In fact, the artist was not engaged in painting in this technique, but during each free case, he began to study this technique of writing, through the study of workshops where artists worked in this technique and various works of old masters.
It is worth noting that this picture received a lot of positive reviews, however, like the artist himself, the mastery of the technique of working with oil was at a fairly high level. Turning directly to the canvas itself, one cannot fail to notice how the master pays special attention to all the smallest details. It can be seen that the artist, while drawing the sea water, you can notice the perfect transmission of light, shadow and glare, you can even see how the master conveys all the subtleties of the reflections from the light of the lantern and the moon.

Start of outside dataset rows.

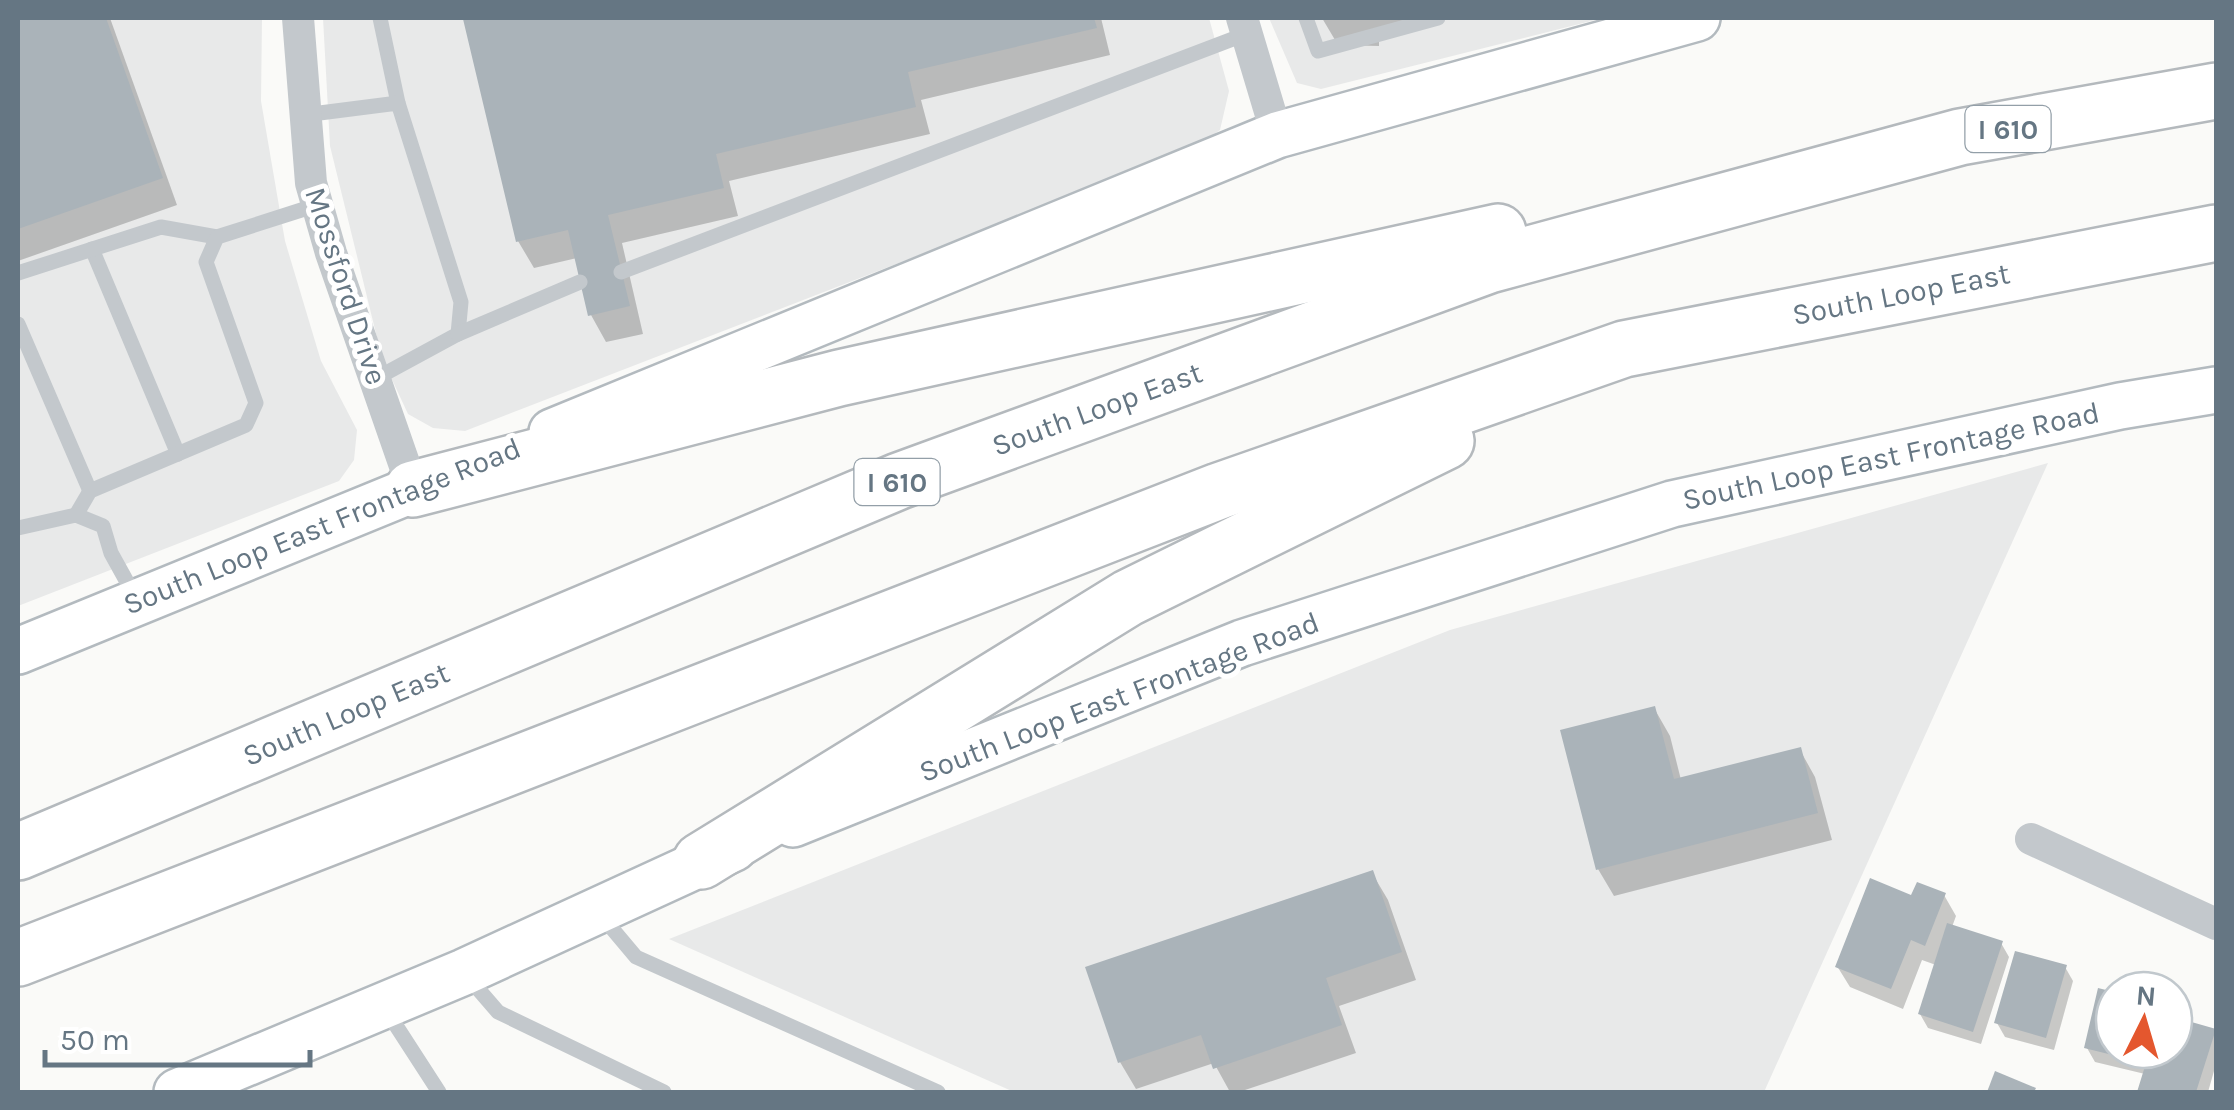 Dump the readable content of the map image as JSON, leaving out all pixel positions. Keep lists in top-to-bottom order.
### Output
{
  "streets": {
    "highway": ["I 610", "South Loop East"],
    "main road": ["South Loop East Frontage Road"],
    "street": ["Mossford Drive"]
  },
  "crossings": [
    ["Mossford Drive", "South Loop East Frontage Road"]
  ],
  "scale_bar": "50 m",
  "north": "top"
} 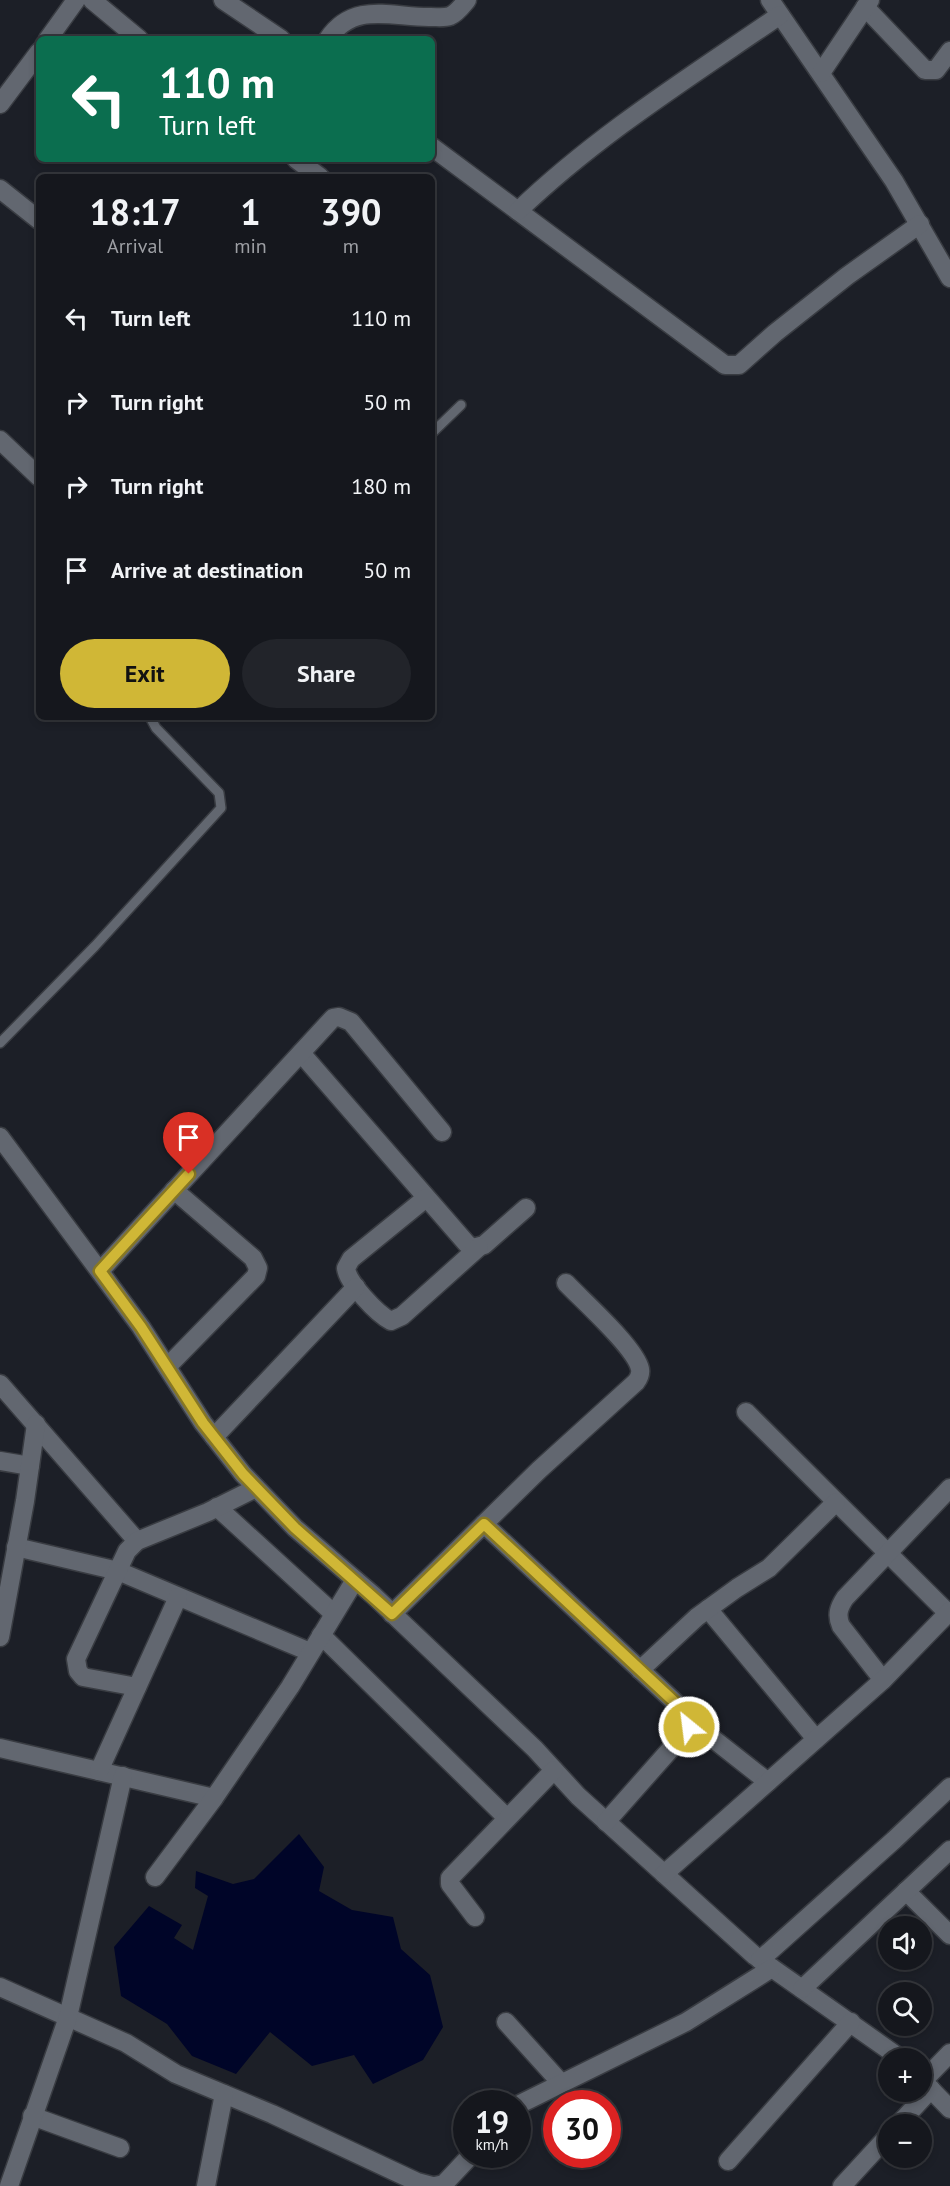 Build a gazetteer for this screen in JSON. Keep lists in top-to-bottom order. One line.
{"page":{"turn":["110 m","Turn left"],"eta":["18:17","Arrival","1","min","390","m"],"list":[{"name":"Turn left","value":"110 m"},{"name":"Turn right","value":"50 m"},{"name":"Turn right","value":"180 m"},{"name":"Arrive at destination","value":"50 m"}],"buttons":["Exit","Share"],"map_buttons":["+","−"],"speed":"19 km/h","limit":"30"}} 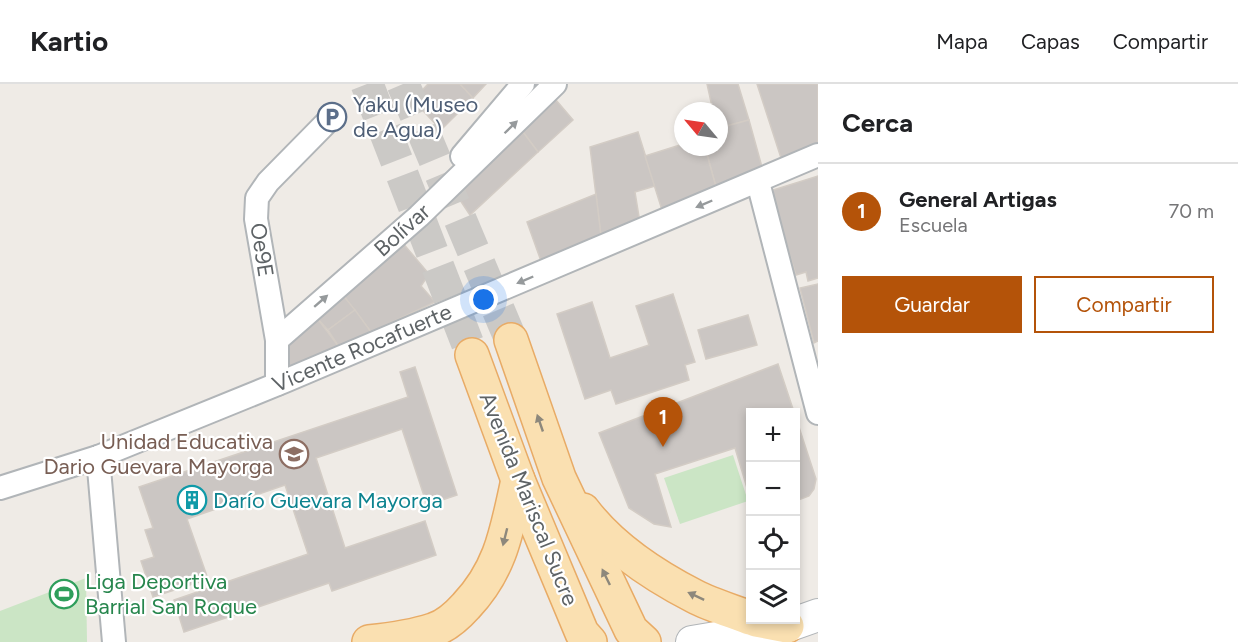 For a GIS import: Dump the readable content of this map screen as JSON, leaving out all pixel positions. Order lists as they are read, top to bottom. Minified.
{"streets":{"main road":["Avenida Mariscal Sucre"],"street":["Bolívar","Oe9E","Vicente Rocafuerte"]},"crossings":[["Bolívar","Oe9E"]],"one_way":["Vicente Rocafuerte"],"places":{"parking":["Yaku (Museo de Agua)"],"school or university":["Unidad Educativa Dario Guevara Mayorga"],"building":["Darío Guevara Mayorga"],"sports":["Liga Deportiva Barrial San Roque"]},"north":"top left","page":{"header":"Kartio","nav":["Mapa","Capas","Compartir"],"heading":"Cerca","list":[{"mark":"1","name":"General Artigas","note":"Escuela","value":"70 m"}],"buttons":["Guardar","Compartir"],"pins":"1","map_buttons":["+","−"]}} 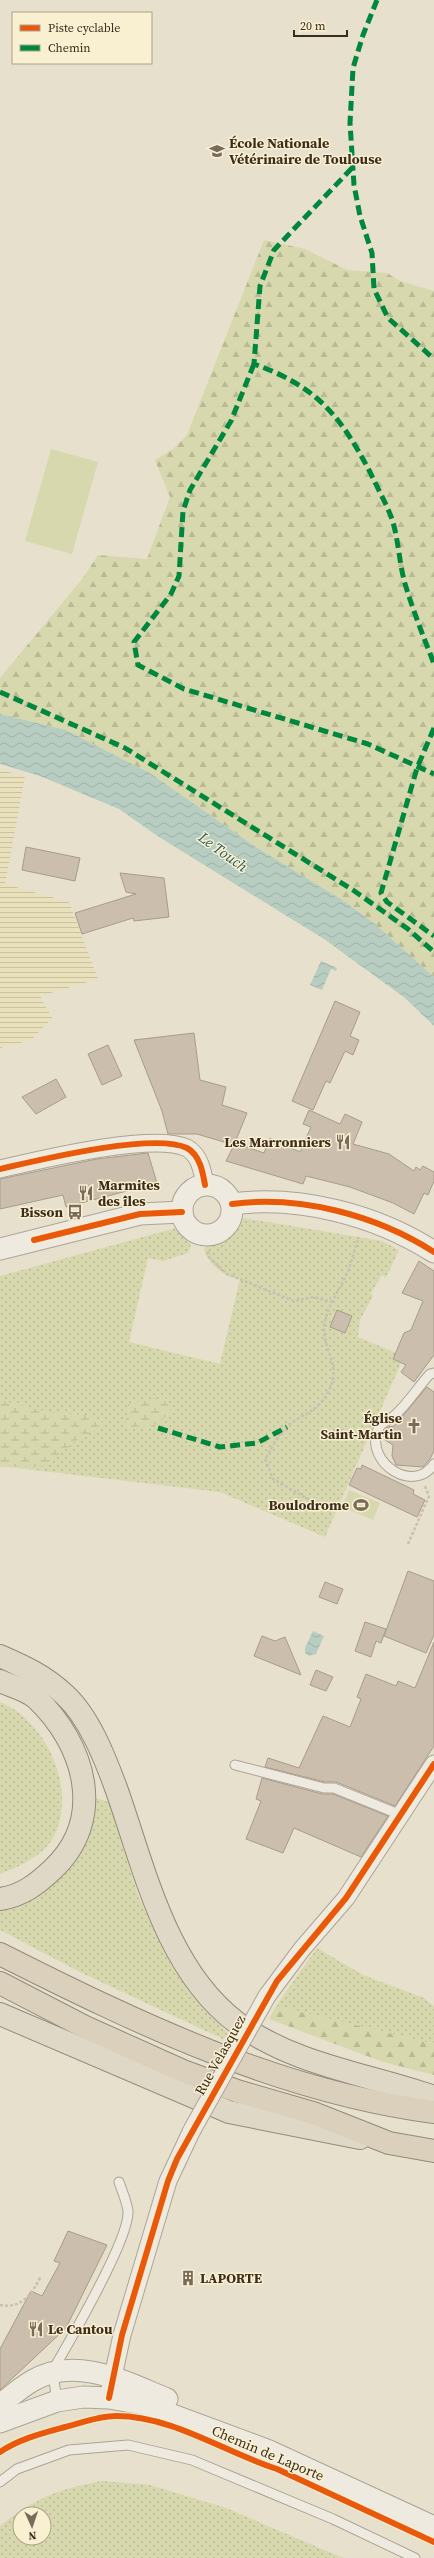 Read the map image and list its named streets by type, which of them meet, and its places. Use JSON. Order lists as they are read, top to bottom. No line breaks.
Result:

When writing a picture, it is felt that the artist is trying to convey the emotional state and the feeling that everything in this world is on a thin, unstable edge. At the same time, it is impossible not to notice that such a state in the picture directly conveys the state of the artist himself, his subtle world. The relevance of this is accentuated by the moonlight, which momentarily opens the curtain of darkness over the sailors and the viewer can see their confusion and helplessness, in front of the powerful force of the elements.
Cold green shades prevail on the canvas, which further enhances the emotions prevailing in the picture. Together with the skillful use of glare, the deep sea becomes literally alive and transfers its energy to the viewer.